Maroc : le boxeur torturé dans « l’abattoir » de Mohammed VI écrit à Hollande

Zakaria Moumni, boxeur marocain, qui a déjà porté plainte contre un haut responsable marocain qu’il accuse de l’avoir torturé en 2010, a réclamé ce samedi « une enquête approfondie, indépendante et impartiale » dans une lettre adressée à François Hollande.

Une autre boule de glace jetée dans les relations entre Paris et Rabat ? En effet, l’ancien champion de boxe Zakaria Moumni a écrit à François Hollande pour dénoncer les tortures que lui et d’autres Marocains disent avoir subi dans une prison au Maroc.

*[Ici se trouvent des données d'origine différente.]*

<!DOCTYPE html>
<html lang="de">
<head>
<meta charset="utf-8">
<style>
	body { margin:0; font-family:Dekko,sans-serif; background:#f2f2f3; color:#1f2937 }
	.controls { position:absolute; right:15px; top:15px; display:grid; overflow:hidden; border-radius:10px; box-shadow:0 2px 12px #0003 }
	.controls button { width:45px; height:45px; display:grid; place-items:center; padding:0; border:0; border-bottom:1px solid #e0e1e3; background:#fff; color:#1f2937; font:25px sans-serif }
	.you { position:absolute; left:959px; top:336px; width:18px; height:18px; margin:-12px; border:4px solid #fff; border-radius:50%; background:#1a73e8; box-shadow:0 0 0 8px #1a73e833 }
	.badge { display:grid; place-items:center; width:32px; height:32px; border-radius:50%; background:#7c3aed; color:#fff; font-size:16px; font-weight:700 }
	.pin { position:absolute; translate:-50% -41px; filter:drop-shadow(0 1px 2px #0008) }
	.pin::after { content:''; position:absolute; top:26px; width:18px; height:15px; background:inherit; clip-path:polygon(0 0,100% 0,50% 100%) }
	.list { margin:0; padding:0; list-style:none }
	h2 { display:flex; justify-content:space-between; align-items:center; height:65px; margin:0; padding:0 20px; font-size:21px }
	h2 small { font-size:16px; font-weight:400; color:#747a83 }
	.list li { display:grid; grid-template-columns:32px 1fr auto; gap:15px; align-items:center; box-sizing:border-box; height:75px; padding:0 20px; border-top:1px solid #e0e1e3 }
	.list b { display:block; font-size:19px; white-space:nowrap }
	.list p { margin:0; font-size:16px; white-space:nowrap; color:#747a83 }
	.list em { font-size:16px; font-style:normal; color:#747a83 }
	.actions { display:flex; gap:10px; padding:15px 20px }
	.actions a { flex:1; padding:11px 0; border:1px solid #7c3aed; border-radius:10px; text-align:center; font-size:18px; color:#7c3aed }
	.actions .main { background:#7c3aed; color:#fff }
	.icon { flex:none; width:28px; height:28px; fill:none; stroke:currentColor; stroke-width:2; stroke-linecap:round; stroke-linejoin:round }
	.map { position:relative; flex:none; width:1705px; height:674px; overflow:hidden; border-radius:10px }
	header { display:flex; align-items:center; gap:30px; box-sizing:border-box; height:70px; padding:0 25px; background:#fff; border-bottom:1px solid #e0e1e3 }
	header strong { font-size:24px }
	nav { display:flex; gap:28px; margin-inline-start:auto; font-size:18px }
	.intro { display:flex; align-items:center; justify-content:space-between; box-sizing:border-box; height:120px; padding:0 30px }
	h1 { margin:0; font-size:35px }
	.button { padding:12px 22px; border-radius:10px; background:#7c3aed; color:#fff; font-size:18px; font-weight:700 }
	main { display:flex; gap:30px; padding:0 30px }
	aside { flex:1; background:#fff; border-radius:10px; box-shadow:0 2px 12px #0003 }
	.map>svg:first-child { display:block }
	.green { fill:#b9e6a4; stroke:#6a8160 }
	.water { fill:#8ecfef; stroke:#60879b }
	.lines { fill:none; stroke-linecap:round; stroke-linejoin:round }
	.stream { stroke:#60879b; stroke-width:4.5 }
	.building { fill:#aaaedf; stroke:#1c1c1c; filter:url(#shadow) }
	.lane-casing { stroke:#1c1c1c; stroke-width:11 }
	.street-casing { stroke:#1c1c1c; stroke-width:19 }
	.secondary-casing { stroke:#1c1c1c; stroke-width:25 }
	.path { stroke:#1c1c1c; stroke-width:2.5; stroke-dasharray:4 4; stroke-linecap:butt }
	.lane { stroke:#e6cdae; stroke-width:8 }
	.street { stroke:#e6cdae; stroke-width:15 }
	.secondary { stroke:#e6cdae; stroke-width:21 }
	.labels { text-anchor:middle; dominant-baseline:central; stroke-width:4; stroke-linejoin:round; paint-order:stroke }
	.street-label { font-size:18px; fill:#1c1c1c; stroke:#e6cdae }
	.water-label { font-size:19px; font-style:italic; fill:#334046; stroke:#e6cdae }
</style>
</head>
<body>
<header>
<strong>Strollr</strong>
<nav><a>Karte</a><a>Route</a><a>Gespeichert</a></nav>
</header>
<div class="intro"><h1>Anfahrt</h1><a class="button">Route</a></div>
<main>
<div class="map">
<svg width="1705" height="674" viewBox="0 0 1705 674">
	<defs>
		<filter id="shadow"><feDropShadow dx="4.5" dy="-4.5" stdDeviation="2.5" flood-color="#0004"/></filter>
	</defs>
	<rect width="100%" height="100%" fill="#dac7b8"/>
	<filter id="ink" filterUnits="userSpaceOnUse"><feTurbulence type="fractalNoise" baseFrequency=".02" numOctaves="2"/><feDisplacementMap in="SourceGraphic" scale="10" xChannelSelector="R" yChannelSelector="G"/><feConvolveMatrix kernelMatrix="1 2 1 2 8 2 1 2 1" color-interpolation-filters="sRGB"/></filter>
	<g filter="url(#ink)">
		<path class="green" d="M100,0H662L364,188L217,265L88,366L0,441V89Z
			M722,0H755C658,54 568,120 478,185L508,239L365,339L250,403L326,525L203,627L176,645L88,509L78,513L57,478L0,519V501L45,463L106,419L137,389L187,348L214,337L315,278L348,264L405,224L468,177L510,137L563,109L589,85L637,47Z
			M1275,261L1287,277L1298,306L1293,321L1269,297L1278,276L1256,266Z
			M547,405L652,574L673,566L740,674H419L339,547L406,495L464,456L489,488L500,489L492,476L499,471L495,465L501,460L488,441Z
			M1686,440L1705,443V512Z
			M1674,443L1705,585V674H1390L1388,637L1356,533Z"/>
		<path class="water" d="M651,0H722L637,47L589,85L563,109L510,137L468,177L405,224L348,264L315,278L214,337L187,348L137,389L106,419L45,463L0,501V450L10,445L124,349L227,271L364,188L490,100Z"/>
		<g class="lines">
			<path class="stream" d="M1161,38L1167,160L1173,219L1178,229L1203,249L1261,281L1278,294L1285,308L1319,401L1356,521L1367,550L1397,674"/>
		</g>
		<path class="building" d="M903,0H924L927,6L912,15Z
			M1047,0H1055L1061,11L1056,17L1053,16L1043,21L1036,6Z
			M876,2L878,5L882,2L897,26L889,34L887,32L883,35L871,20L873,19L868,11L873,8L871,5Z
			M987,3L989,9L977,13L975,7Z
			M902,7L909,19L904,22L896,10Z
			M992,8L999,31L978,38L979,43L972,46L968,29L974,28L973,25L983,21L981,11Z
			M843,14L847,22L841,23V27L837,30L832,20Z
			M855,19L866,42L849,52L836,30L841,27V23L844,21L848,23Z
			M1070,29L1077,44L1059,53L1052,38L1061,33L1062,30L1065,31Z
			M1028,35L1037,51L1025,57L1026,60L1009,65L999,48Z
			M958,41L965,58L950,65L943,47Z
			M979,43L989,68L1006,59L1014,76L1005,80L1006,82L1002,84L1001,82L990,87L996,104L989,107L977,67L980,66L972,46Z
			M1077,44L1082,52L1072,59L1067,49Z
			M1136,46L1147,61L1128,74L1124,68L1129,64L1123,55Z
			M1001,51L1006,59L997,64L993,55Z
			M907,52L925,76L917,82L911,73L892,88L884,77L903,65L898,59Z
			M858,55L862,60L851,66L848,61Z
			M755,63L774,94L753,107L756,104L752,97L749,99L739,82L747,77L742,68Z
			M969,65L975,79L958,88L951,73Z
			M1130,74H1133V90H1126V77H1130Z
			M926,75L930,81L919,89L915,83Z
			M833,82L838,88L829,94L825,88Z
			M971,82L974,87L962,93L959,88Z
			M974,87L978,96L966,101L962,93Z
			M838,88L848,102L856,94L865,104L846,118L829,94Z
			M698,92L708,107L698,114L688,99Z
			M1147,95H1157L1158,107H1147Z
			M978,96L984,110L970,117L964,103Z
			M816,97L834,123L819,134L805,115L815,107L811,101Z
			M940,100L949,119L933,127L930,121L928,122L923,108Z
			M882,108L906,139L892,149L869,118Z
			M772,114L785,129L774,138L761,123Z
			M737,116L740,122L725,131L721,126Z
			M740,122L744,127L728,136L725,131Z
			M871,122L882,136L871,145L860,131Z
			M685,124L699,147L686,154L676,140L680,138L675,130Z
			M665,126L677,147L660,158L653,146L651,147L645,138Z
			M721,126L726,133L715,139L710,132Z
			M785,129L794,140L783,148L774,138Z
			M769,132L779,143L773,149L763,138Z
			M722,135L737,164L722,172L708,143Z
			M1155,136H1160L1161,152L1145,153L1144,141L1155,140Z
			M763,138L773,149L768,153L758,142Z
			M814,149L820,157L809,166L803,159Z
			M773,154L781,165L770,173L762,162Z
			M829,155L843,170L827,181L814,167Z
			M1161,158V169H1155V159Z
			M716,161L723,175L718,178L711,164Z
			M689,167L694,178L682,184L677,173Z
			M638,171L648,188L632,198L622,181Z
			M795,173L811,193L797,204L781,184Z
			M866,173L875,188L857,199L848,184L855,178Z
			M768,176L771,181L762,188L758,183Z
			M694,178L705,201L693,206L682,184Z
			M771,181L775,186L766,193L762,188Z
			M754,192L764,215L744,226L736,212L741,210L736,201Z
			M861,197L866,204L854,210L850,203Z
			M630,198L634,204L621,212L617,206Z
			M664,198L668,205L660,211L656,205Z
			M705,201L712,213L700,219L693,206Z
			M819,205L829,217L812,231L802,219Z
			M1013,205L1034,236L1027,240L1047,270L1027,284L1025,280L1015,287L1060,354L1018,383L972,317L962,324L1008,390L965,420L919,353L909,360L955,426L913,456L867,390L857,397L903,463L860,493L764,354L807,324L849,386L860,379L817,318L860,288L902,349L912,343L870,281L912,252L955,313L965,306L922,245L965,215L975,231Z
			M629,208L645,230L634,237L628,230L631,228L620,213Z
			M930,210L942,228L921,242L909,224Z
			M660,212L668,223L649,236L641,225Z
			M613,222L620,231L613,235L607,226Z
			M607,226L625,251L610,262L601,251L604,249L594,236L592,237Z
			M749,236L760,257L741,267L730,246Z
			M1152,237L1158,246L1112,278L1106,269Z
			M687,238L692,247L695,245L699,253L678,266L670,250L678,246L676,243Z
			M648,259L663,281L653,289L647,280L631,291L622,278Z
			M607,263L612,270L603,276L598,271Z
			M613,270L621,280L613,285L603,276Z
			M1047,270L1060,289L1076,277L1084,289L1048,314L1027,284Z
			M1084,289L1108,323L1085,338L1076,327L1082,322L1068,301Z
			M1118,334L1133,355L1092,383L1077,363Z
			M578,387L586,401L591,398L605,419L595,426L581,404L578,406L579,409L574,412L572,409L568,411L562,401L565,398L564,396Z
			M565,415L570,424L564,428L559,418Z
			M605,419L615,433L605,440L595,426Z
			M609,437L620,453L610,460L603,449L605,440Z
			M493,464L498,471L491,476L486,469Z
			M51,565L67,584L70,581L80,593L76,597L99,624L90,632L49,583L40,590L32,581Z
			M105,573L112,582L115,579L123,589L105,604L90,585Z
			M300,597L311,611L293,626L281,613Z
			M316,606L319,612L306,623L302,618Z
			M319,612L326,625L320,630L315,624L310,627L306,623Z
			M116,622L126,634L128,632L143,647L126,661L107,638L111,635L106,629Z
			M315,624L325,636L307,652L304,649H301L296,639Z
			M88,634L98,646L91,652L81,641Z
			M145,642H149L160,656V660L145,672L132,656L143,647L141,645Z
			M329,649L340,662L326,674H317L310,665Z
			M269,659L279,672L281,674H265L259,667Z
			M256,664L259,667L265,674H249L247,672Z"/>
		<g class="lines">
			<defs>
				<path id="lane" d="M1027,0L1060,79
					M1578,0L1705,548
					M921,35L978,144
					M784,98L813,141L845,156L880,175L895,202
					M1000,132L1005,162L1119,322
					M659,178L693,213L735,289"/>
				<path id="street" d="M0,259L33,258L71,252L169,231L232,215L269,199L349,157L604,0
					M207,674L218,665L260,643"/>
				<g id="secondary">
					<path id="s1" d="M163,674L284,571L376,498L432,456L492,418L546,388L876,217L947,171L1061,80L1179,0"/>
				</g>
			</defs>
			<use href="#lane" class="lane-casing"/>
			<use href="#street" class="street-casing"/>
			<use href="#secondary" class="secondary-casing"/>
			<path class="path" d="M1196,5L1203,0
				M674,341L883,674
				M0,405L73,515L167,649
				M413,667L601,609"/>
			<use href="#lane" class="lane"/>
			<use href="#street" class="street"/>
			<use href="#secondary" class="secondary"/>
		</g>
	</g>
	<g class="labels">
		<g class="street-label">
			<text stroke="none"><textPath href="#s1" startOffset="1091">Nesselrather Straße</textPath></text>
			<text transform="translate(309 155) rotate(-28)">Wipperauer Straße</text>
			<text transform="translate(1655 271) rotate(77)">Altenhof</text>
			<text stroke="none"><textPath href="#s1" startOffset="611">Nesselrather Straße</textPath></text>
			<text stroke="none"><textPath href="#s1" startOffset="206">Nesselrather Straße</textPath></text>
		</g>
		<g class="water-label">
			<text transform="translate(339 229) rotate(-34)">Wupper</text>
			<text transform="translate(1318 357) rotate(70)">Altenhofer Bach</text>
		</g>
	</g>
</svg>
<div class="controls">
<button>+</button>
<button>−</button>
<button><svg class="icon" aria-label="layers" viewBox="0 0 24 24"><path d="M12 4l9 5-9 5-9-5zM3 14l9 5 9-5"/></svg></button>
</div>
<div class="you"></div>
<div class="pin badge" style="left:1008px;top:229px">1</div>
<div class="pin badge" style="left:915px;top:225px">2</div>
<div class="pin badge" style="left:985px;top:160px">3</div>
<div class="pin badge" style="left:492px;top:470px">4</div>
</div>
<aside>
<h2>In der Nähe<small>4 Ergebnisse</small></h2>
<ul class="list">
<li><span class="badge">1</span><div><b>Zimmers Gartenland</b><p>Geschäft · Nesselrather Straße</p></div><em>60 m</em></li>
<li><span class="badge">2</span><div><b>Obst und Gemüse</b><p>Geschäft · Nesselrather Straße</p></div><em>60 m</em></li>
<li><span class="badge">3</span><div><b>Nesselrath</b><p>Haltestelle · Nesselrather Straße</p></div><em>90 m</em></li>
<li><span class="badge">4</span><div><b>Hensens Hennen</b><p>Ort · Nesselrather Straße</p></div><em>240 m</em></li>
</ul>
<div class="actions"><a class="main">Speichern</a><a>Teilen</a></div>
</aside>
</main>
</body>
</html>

Le boxeur marocain, qui a déjà porté plainte contre un haut responsable marocain qu’il accuse de l’avoir torturé en 2010, a réclamé ce samedi « une enquête approfondie, indépendante et impartiale » dans une lettre adressée à François Hollande, indique Le Parisien.

En réalité, le froid entre Rabat et Paris a été déclenché par une série de plaintes, dont celle du boxeur, visant le patron du contre-espionnage marocain Abdellatif Hammouchi pour des faits de torture, relève le site. Zakaria Moumni affirme notamment avoir « aperçu Abdellatif Hammouchi lors d’une des séances » de sévices qu’il dit avoir subies au centre de détention de Temara, dépendant de la Direction générale de la surveillance du territoire (DGST).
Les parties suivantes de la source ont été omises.